==== Material provided

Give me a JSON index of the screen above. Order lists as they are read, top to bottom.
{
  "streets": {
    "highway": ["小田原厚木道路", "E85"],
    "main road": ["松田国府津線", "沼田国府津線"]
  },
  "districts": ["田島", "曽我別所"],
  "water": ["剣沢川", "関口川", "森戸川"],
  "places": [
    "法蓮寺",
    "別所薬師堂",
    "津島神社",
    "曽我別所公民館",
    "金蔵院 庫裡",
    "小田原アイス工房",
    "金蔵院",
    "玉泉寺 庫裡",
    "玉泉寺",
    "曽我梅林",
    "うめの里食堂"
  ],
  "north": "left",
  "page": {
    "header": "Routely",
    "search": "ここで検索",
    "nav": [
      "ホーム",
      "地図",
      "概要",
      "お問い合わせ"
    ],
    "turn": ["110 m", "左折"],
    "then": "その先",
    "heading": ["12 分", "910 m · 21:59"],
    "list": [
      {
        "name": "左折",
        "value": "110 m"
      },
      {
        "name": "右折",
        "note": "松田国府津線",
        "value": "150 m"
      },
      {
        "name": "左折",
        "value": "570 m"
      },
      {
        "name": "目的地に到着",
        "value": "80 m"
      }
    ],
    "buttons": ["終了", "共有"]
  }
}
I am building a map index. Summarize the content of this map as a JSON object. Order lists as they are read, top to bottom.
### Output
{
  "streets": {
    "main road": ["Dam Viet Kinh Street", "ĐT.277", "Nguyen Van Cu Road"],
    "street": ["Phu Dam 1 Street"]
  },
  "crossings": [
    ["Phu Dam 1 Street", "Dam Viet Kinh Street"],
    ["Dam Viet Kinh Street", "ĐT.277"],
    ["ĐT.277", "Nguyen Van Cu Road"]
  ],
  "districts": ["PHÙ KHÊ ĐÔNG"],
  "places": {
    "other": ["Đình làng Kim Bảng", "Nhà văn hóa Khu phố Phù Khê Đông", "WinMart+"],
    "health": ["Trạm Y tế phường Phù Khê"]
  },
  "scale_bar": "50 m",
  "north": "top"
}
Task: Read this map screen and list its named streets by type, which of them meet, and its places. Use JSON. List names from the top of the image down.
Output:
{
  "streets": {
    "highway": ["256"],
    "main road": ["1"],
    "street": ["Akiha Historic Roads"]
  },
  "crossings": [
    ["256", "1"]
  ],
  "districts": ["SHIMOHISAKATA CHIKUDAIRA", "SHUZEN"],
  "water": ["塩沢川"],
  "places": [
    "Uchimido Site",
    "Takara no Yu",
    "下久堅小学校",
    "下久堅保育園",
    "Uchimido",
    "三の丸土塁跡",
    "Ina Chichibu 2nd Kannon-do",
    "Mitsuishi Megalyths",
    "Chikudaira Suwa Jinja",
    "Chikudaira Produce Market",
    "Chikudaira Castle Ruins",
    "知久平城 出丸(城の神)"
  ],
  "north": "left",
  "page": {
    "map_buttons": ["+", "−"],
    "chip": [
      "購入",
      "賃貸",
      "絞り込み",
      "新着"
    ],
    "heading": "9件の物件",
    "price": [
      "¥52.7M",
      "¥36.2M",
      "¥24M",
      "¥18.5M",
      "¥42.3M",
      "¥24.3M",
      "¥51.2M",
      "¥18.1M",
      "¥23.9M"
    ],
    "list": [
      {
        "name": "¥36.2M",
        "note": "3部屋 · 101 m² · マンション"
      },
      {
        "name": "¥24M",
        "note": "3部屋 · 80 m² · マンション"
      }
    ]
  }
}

========

▶ _Exercise goal_
Transcribe exactly, and only, the lines from the opening line of the records through the line containing "I am building".

▶ _Reply to the task_
Give me a JSON index of the screen above. Order lists as they are read, top to bottom.
{
  "streets": {
    "highway": ["小田原厚木道路", "E85"],
    "main road": ["松田国府津線", "沼田国府津線"]
  },
  "districts": ["田島", "曽我別所"],
  "water": ["剣沢川", "関口川", "森戸川"],
  "places": [
    "法蓮寺",
    "別所薬師堂",
    "津島神社",
    "曽我別所公民館",
    "金蔵院 庫裡",
    "小田原アイス工房",
    "金蔵院",
    "玉泉寺 庫裡",
    "玉泉寺",
    "曽我梅林",
    "うめの里食堂"
  ],
  "north": "left",
  "page": {
    "header": "Routely",
    "search": "ここで検索",
    "nav": [
      "ホーム",
      "地図",
      "概要",
      "お問い合わせ"
    ],
    "turn": ["110 m", "左折"],
    "then": "その先",
    "heading": ["12 分", "910 m · 21:59"],
    "list": [
      {
        "name": "左折",
        "value": "110 m"
      },
      {
        "name": "右折",
        "note": "松田国府津線",
        "value": "150 m"
      },
      {
        "name": "左折",
        "value": "570 m"
      },
      {
        "name": "目的地に到着",
        "value": "80 m"
      }
    ],
    "buttons": ["終了", "共有"]
  }
}
I am building a map index. Summarize the content of this map as a JSON object. Order lists as they are read, top to bottom.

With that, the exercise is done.